The International Diabetes Federation has reported that an estimated 366 million people worldwide suffer from diabetes.

The figures were announced in Lisbon during the European meeting of the group.

The clock is ticking for the world's leaders,'' said Jean Claude Mbanya, the group's president, in a statement. We expect action from their meeting next week at the United Nations that will halt diabetes' relentlessly upwards trajectory.''

It is estimated that diabetes causes 4.6 million deaths every year. Also health systems spend $465 billion annually fighting the disease.
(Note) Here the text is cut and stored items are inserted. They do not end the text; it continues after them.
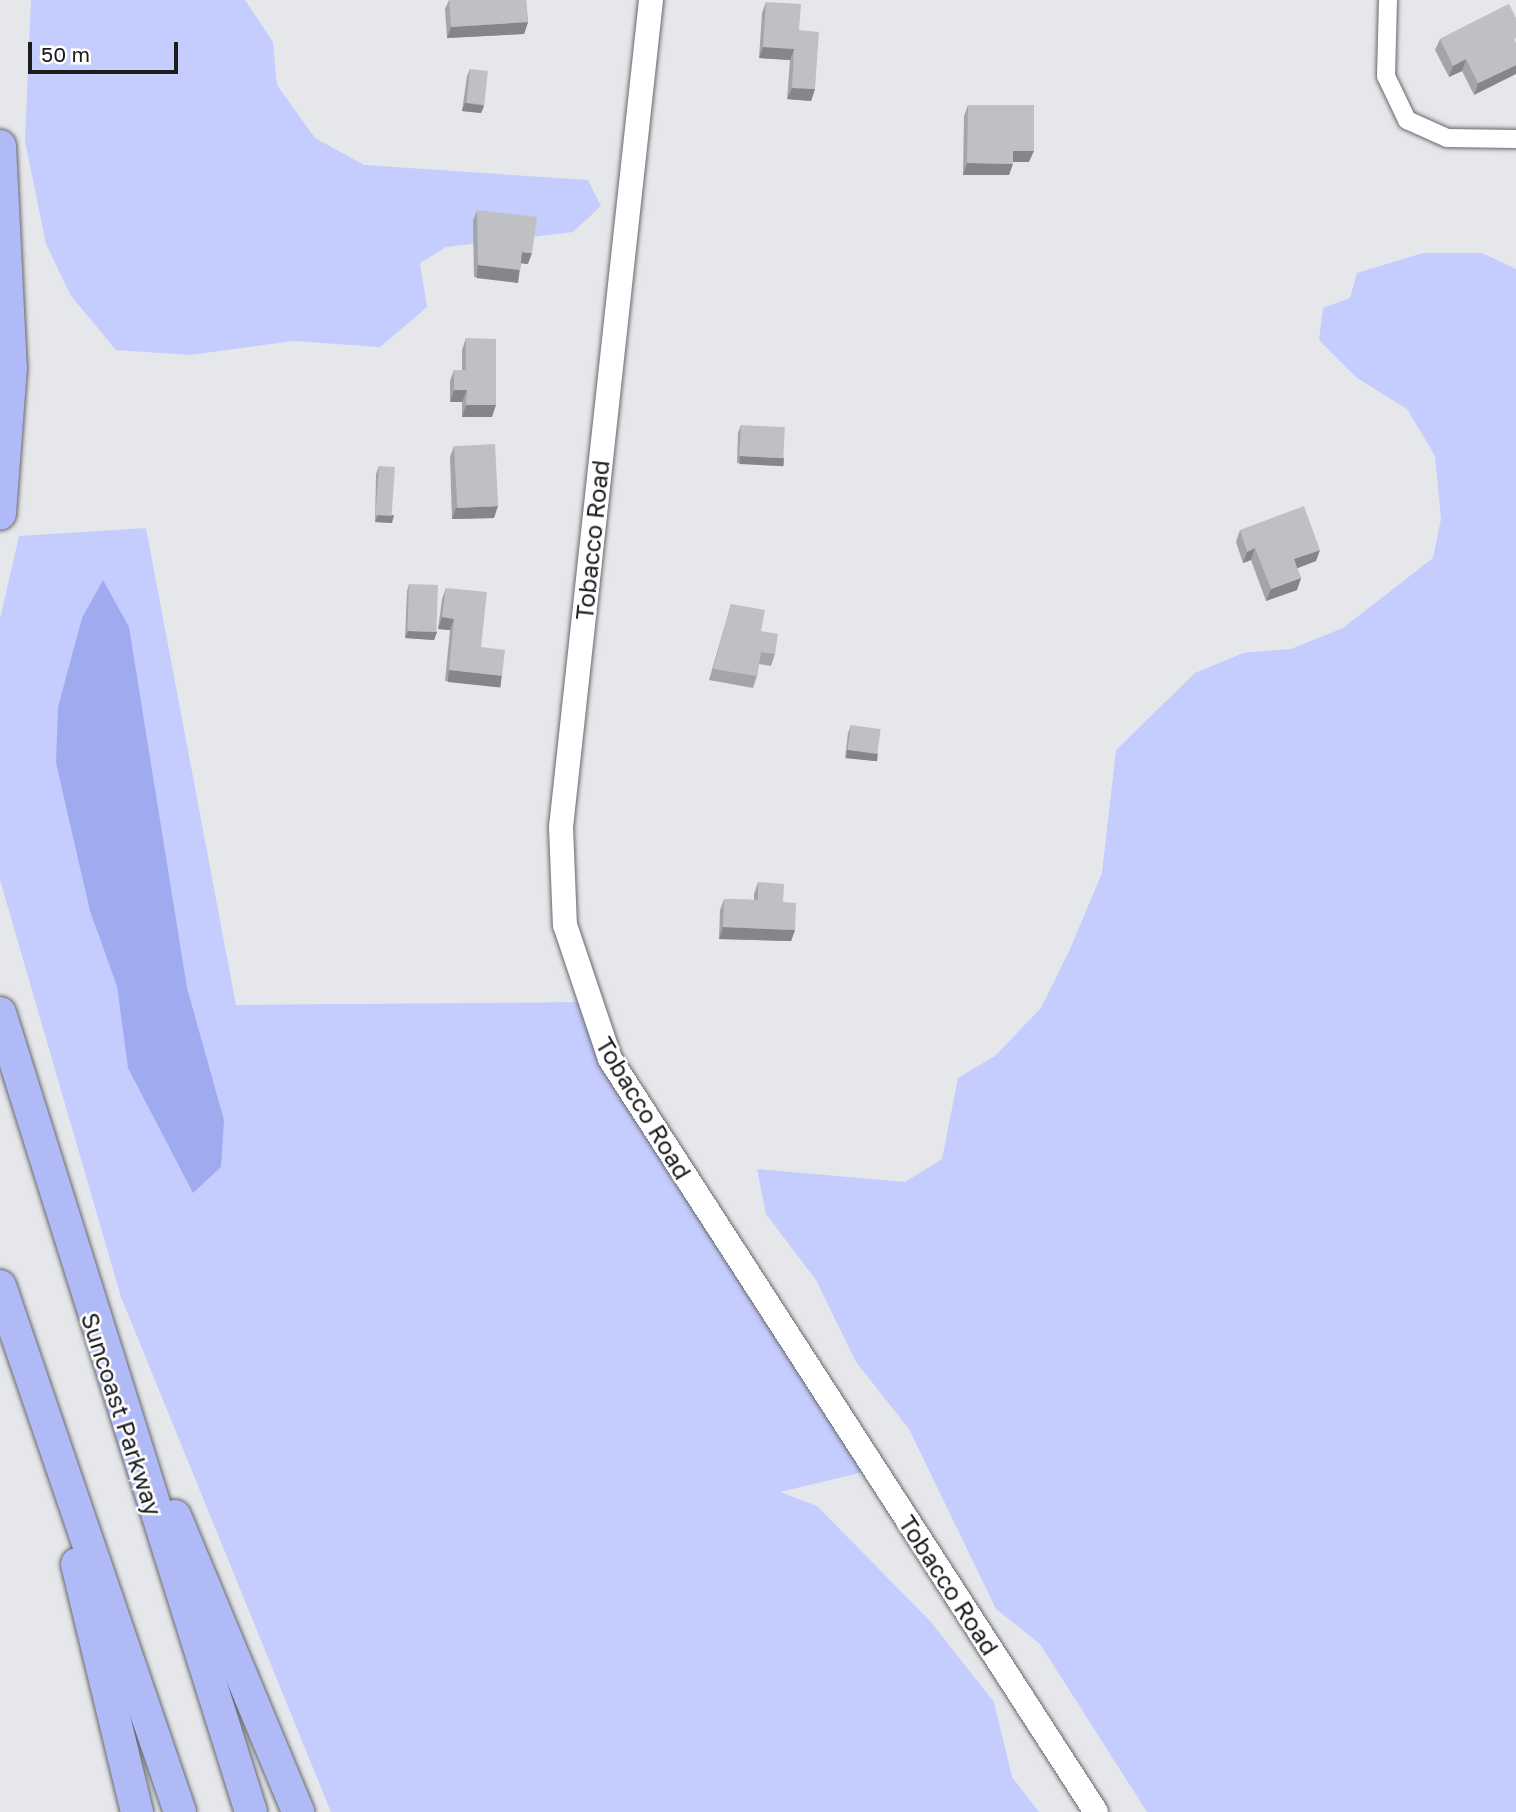 <!DOCTYPE html>
<html>
<head>
<meta charset="utf-8">
<style>
  body { margin:0 }
  #map { position:relative; width:1516px; height:1812px; overflow:hidden; background:#e6e7eb; font-family:"Golos Text",sans-serif }
  div>[style] { position:absolute }
  [style*='--x'] { left:calc(var(--x)*1px); top:calc(var(--y)*1px); width:calc(var(--w)*1px); rotate:calc(var(--a)*1deg) }
  .green>* { inset:0; background:#c4cdfd }
  .water>* { inset:0; background:#a0abef }
  .roads { filter:drop-shadow(0 0 2px #67686c) drop-shadow(0 0 2px #67686c) }
  .street>* { height:18px; margin:-9px; padding:0 9px; transform-origin:9px; border-radius:9px; background:#fff }
  .secondary>* { height:24px; margin:-12px; padding:0 12px; transform-origin:12px; border-radius:12px; background:#fff }
  .highway>* { height:32px; margin:-16px; padding:0 16px; transform-origin:16px; border-radius:16px; background:#afbaf6 }
  .wall>* { inset:0; background:#a4a5a9 }
  .shaded-wall>* { inset:0; background:#868689; transform-origin:0 0 }
  .building>* { inset:0; background:#bfc0c4; transform-origin:0 0 }
  span { translate:-50% -50%; white-space:nowrap; text-align:center; line-height:1.15; -webkit-text-stroke:5px #fff; paint-order:stroke }
  .street-label { font-size:24px; color:#1c1c1e }
  .scale { position:absolute; left:28px; top:42px; width:150px; height:32px; box-sizing:border-box; border:4px solid #1c1c1e; border-top:0; padding-left:9px; font-size:21px; line-height:24px; white-space:nowrap; color:#1c1c1e; -webkit-text-stroke:5px #fff; paint-order:stroke }
</style>
</head>
<body>
<div id="map">
  <div class="green">
    <i style="clip-path:polygon(31px 0,245px 0,273px 42px,277px 85px,315px 138px,364px 165px,588px 180px,601px 206px,573px 232px,446px 247px,420px 263px,427px 307px,380px 347px,293px 341px,190px 355px,116px 350px,71px 296px,46px 244px,25px 141px)"></i>
    <i style="clip-path:polygon(1423px 253px,1482px 253px,1516px 269px,1516px 1812px,1147px 1812px,1040px 1644px,996px 1609px,909px 1429px,856px 1362px,816px 1280px,766px 1214px,757px 1169px,905px 1182px,942px 1159px,958px 1078px,995px 1056px,1041px 1008px,1070px 949px,1102px 873px,1116px 750px,1195px 673px,1243px 653px,1291px 649px,1343px 628px,1433px 558px,1441px 519px,1435px 456px,1407px 409px,1357px 378px,1319px 340px,1323px 308px,1350px 298px,1357px 273px)"></i>
    <i style="clip-path:polygon(146px 528px,236px 1005px,597px 1002px,627px 1077px,872px 1470px,780px 1492px,817px 1506px,930px 1621px,994px 1702px,1012px 1777px,1039px 1812px,331px 1812px,121px 1297px,0 880px,0 619px,19px 536px)"></i>
  </div>
  <div class="water">
    <i style="clip-path:polygon(103px 580px,129px 627px,187px 988px,224px 1120px,221px 1167px,193px 1193px,128px 1068px,117px 986px,90px 911px,56px 763px,58px 707px,82px 618px)"></i>
  </div>
  <div class="roads">
    <div class="street">
      <i style="--x:1388;--y:0;--w:76;--a:91.5"></i>
      <i style="--x:1386;--y:76;--w:49;--a:64.5"></i>
      <i style="--x:1407;--y:120;--w:44;--a:24.2"></i>
      <i style="--x:1447;--y:138;--w:69;--a:0.8"></i>
    </div>
    <div class="secondary">
      <i style="--x:651;--y:0;--w:832;--a:96.21"></i>
      <i style="--x:561;--y:827;--w:98;--a:87.7"></i>
      <i style="--x:565;--y:925;--w:141;--a:71.4"></i>
      <i style="--x:610;--y:1059;--w:896;--a:57.16"></i>
    </div>
    <div class="highway">
      <i style="--x:0;--y:146;--w:221;--a:87.2"></i>
      <i style="--x:11;--y:367;--w:147;--a:94.3"></i>
      <i style="--x:0;--y:1013;--w:837;--a:72.56"></i>
      <i style="--x:0;--y:1286;--w:556;--a:71.11"></i>
      <i style="--x:175;--y:1516;--w:321;--a:67.4"></i>
      <i style="--x:77;--y:1564;--w:255;--a:76.4"></i>
    </div>
  </div>
  <div class="wall">
    <i style="clip-path:polygon(449px 0,526px 0,528px 22px,524px 34px,447px 38px,445px 9px)"></i>
    <i style="clip-path:polygon(766px 2px,799px 30px,815px 89px,811px 101px,787px 99px,790px 60px,759px 58px,762px 13px)"></i>
    <i style="clip-path:polygon(1509px 4px,1474px 95px,1462px 71px,1449px 77px,1435px 50px,1440px 39px)"></i>
    <i style="clip-path:polygon(470px 69px,484px 106px,481px 113px,462px 111px,467px 76px)"></i>
    <i style="clip-path:polygon(968px 105px,1029px 162px,1013px 162px,1009px 175px,963px 175px,964px 116px)"></i>
    <i style="clip-path:polygon(477px 210px,528px 264px,521px 263px,520px 270px,516px 282px,474px 277px,473px 221px)"></i>
    <i style="clip-path:polygon(466px 338px,492px 417px,462px 417px,462px 402px,450px 402px,450px 381px,454px 370px,462px 370px,462px 350px)"></i>
    <i style="clip-path:polygon(741px 425px,784px 458px,781px 465px,737px 463px,738px 433px)"></i>
    <i style="clip-path:polygon(454px 446px,494px 518px,452px 519px,450px 457px)"></i>
    <i style="clip-path:polygon(379px 466px,392px 523px,375px 522px,376px 474px)"></i>
    <i style="clip-path:polygon(1240px 530px,1316px 561px,1297px 568px,1301px 578px,1297px 590px,1266px 601px,1251px 560px,1243px 563px,1236px 542px)"></i>
    <i style="clip-path:polygon(409px 584px,437px 632px,434px 640px,405px 638px,407px 591px)"></i>
    <i style="clip-path:polygon(446px 588px,481px 647px,502px 676px,498px 687px,445px 681px,450px 630px,438px 629px,442px 599px)"></i>
    <i style="clip-path:polygon(731px 604px,761px 631px,775px 654px,771px 666px,759px 664px,757px 676px,753px 688px,709px 680px)"></i>
    <i style="clip-path:polygon(851px 725px,875px 761px,845px 758px,848px 733px)"></i>
    <i style="clip-path:polygon(758px 882px,783px 902px,795px 930px,791px 941px,719px 939px,720px 910px,724px 899px,754px 900px,754px 894px)"></i>
  </div>
  <div class="shaded-wall">
    <i style="clip-path:polygon(528px 22px,524px 34px,447px 38px,451px 27px)"></i>
    <i style="clip-path:polygon(763px 47px,794px 49px,790px 60px,759px 58px)"></i>
    <i style="clip-path:polygon(1466px 59px,1462px 71px,1449px 77px,1453px 66px)"></i>
    <i style="clip-path:polygon(1516px 65px,1516px 74px,1474px 95px,1478px 83px)"></i>
    <i style="clip-path:polygon(792px 88px,815px 89px,811px 101px,787px 99px)"></i>
    <i style="clip-path:polygon(465px 103px,484px 106px,481px 113px,462px 111px)"></i>
    <i style="clip-path:polygon(1013px 151px,1034px 151px,1029px 162px,1009px 162px)"></i>
    <i style="clip-path:polygon(967px 163px,1013px 164px,1009px 175px,963px 175px)"></i>
    <i style="clip-path:polygon(522px 252px,532px 253px,528px 264px,518px 263px)"></i>
    <i style="left:478px;top:265px;width:42px;height:13px;rotate:7deg"></i>
    <i style="clip-path:polygon(454px 390px,467px 390px,462px 402px,450px 402px)"></i>
    <i style="clip-path:polygon(466px 405px,496px 405px,492px 417px,462px 417px)"></i>
    <i style="left:740px;top:456px;width:44px;height:8px;rotate:3deg"></i>
    <i style="clip-path:polygon(498px 506px,494px 518px,452px 519px,456px 508px)"></i>
    <i style="clip-path:polygon(378px 515px,394px 515px,392px 523px,375px 522px)"></i>
    <i style="clip-path:polygon(1255px 548px,1251px 560px,1243px 563px,1247px 552px)"></i>
    <i style="clip-path:polygon(1320px 550px,1316px 561px,1290px 571px,1294px 559px)"></i>
    <i style="clip-path:polygon(1301px 578px,1297px 590px,1266px 601px,1271px 589px)"></i>
    <i style="clip-path:polygon(442px 617px,454px 619px,450px 630px,438px 629px)"></i>
    <i style="clip-path:polygon(408px 631px,437px 632px,434px 640px,405px 638px)"></i>
    <i style="left:449px;top:670px;width:53px;height:12px;rotate:6deg"></i>
    <i style="left:847px;top:750px;width:31px;height:8px;rotate:6deg"></i>
    <i style="clip-path:polygon(723px 927px,795px 930px,791px 941px,719px 939px)"></i>
  </div>
  <div class="building">
    <i style="clip-path:polygon(449px 0,526px 0,528px 22px,451px 27px)"></i>
    <i style="clip-path:polygon(766px 2px,801px 4px,799px 30px,819px 32px,815px 89px,792px 88px,794px 49px,763px 47px)"></i>
    <i style="clip-path:polygon(1509px 4px,1516px 18px,1516px 38px,1514px 39px,1516px 43px,1516px 65px,1478px 83px,1466px 59px,1453px 66px,1440px 39px)"></i>
    <i style="left:470px;top:69px;width:18px;height:34px;rotate:6deg"></i>
    <i style="clip-path:polygon(968px 105px,1034px 105px,1034px 151px,1013px 151px,1013px 164px,967px 163px)"></i>
    <i style="clip-path:polygon(477px 210px,537px 217px,532px 253px,522px 252px,520px 270px,478px 265px)"></i>
    <i style="clip-path:polygon(466px 338px,496px 339px,496px 405px,466px 405px,467px 390px,454px 390px,454px 370px,466px 370px)"></i>
    <i style="left:741px;top:425px;width:44px;height:31px;rotate:3deg"></i>
    <i style="left:495px;top:444px;width:62px;height:41px;rotate:87deg"></i>
    <i style="left:379px;top:466px;width:16px;height:49px;rotate:4deg"></i>
    <i style="clip-path:polygon(1304px 506px,1320px 550px,1294px 559px,1301px 578px,1271px 589px,1255px 548px,1247px 552px,1240px 530px)"></i>
    <i style="left:409px;top:584px;width:29px;height:47px;rotate:2deg"></i>
    <i style="clip-path:polygon(446px 588px,487px 592px,481px 647px,505px 650px,502px 676px,449px 670px,454px 619px,442px 617px)"></i>
    <i style="clip-path:polygon(731px 604px,765px 610px,761px 631px,778px 634px,775px 654px,761px 652px,757px 676px,713px 669px)"></i>
    <i style="left:851px;top:725px;width:30px;height:25px;rotate:8deg"></i>
    <i style="clip-path:polygon(758px 882px,784px 884px,783px 902px,796px 903px,795px 930px,723px 927px,724px 899px,758px 900px)"></i>
  </div>
  <div class="street-label">
    <span style="left:592px;top:540px;rotate:-84deg">Tobacco Road</span>
    <span style="left:644px;top:1108px;rotate:59deg">Tobacco Road</span>
    <span style="left:122px;top:1414px;rotate:72deg">Suncoast Parkway</span>
    <span style="left:949px;top:1585px;rotate:57deg">Tobacco Road</span>
  </div>
  <div class="scale">50 m</div>
</div>
</body>
</html>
This will include both Type 1 and Type 2 diabetes.

Diabetes mellitus, often simply referred to as diabetes, is a group of metabolic diseases in which a person has high blood sugar, either because the body does not produce enough insulin, or because cells do not respond to the insulin that is produced.

This high blood sugar produces the classical symptoms of polyuria (frequent urination), polydipsia (increased thirst) and polyphagia (increased hunger).
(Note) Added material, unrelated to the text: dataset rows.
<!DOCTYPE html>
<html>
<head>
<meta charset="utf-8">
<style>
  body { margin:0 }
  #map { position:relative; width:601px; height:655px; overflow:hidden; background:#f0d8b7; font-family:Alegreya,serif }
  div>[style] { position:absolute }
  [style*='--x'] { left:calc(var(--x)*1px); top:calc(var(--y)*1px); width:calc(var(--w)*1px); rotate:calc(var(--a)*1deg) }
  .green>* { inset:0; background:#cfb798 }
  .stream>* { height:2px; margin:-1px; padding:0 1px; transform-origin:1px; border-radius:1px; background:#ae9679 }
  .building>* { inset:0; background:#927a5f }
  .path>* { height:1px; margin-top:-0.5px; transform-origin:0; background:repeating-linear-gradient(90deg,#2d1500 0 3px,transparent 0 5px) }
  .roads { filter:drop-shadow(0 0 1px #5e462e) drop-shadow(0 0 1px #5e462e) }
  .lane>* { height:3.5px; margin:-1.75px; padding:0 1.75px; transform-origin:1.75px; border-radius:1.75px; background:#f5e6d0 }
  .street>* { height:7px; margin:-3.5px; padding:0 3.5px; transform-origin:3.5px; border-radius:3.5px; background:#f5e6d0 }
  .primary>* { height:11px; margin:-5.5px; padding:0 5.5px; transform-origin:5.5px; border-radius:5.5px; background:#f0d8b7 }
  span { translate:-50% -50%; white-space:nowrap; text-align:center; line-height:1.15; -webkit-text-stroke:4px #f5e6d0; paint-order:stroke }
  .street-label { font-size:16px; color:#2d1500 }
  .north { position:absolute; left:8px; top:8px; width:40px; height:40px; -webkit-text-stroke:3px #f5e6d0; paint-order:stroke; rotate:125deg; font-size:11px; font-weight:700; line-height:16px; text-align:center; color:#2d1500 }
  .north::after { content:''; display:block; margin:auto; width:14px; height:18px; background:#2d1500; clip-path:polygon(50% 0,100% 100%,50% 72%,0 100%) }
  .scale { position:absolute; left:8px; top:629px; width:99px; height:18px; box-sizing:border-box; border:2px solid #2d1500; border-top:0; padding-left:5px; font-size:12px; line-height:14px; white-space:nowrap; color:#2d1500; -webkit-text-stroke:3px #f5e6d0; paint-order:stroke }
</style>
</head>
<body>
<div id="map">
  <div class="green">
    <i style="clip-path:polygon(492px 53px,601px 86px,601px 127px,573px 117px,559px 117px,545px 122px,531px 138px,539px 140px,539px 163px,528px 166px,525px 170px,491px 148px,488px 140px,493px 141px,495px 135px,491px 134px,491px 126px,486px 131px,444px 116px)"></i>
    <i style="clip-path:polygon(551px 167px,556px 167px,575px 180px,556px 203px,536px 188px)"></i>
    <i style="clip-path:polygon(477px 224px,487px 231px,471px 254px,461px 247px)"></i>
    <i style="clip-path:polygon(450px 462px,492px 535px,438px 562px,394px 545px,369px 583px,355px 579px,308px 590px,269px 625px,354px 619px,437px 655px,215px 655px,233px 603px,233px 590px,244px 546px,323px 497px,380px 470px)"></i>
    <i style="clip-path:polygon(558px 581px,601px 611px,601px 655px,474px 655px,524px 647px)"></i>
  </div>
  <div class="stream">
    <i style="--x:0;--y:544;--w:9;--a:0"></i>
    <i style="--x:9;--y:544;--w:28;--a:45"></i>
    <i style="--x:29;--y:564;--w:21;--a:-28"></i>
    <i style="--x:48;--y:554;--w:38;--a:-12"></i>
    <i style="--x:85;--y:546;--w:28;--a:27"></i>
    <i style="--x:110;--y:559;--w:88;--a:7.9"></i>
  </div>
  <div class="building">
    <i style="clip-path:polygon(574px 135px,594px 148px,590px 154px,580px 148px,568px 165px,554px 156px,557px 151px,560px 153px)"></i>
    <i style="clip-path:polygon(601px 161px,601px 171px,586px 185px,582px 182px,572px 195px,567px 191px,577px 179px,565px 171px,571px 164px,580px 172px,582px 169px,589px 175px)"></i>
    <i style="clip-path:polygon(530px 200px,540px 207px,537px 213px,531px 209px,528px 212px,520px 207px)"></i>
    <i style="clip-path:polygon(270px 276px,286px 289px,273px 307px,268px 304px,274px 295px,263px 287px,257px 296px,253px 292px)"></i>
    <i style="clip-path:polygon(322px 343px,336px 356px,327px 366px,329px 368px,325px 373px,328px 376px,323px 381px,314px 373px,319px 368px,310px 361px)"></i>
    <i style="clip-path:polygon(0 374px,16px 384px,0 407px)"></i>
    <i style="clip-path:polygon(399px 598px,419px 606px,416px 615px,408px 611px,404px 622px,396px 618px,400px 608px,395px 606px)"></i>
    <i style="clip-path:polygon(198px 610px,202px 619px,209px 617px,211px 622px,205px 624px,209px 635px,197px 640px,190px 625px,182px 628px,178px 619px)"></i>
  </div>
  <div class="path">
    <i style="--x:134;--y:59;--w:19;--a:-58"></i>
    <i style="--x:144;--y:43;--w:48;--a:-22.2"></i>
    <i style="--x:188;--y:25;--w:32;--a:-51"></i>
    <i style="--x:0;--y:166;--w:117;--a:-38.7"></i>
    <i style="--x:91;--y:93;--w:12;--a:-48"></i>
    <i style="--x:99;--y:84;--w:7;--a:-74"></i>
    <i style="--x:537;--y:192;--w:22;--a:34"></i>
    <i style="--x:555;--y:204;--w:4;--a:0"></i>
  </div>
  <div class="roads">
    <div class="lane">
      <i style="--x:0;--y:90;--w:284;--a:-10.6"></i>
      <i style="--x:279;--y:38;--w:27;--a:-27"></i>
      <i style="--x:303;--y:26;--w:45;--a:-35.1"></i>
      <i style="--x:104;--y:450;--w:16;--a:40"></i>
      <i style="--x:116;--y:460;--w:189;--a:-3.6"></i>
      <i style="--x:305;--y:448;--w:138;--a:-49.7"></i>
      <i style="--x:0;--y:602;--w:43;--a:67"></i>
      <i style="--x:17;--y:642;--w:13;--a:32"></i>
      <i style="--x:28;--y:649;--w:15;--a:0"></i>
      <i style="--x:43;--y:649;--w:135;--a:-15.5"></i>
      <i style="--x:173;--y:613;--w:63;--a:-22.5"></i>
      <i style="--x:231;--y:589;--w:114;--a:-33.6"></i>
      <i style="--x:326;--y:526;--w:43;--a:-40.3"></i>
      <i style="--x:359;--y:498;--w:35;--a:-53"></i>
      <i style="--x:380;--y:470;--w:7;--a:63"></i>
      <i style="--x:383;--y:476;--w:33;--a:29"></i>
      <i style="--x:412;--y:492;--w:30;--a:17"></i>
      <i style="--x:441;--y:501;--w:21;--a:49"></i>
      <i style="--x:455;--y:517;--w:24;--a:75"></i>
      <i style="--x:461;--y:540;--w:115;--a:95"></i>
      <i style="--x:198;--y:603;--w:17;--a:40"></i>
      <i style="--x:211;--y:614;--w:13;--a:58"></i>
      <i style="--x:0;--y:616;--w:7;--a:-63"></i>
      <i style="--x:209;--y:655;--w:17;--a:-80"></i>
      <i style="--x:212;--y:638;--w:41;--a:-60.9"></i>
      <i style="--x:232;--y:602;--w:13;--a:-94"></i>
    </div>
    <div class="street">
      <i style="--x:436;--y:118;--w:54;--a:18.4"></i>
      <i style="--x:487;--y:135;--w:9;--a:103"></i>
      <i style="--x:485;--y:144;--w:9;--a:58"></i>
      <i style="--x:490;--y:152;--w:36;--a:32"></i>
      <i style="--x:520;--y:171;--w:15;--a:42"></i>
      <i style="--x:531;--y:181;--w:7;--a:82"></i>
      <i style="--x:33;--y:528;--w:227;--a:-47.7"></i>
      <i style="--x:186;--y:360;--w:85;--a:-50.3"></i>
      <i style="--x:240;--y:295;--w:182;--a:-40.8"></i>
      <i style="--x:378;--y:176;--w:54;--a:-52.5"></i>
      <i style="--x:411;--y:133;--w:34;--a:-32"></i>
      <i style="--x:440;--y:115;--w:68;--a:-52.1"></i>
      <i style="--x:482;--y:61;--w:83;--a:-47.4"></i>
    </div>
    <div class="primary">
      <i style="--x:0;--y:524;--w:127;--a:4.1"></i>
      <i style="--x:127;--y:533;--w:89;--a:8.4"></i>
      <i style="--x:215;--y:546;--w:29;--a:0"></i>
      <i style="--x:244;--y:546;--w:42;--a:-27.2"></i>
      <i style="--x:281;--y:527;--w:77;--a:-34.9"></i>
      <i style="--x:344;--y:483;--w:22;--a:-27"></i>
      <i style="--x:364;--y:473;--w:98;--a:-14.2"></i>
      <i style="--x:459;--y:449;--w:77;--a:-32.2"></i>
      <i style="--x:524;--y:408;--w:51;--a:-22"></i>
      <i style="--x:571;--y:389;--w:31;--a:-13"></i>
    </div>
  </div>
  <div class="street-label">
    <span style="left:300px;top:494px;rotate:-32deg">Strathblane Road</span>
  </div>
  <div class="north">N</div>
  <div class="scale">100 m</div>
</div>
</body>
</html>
Type 1 diabetes results from the body's failure to produce insulin, and presently requires the person to inject insulin.

Type 1 diabetes mellitus is characterized by loss of the insulin-producing beta cells of the islets of Langerhans in the pancreas leading to insulin deficiency. This type of diabetes can be further classified as immune-mediated or idiopathic. The majority of Type 1 diabetes is of the immune-mediated nature, where beta cell loss is a T-cell mediated autoimmune attack. There is no known preventive measure against Type 1 diabetes, which causes approximately 10 per cent of diabetes mellitus cases in North America and Europe.

Type 2 diabetes results from insulin resistance, a condition in which cells fail to use insulin properly, sometimes combined with an absolute insulin deficiency. The defective responsiveness of body tissues to insulin is believed to involve the insulin receptor. However, the specific defects are not known. Diabetes mellitus due to a known defect are classified separately. Type 2 diabetes is the most common type.

Type 1 diabetes is partly inherited and then triggered by certain infections.

Type 2 diabetes is due primarily to lifestyle factors and genetics.

Diabetes mellitus is a chronic disease which cannot be cured except in very specific situations. Management concentrates on keeping blood sugar levels as close to normal as possible, without causing hypoglycemia. This can usually be accomplished with diet, exercise, and use of appropriate medications.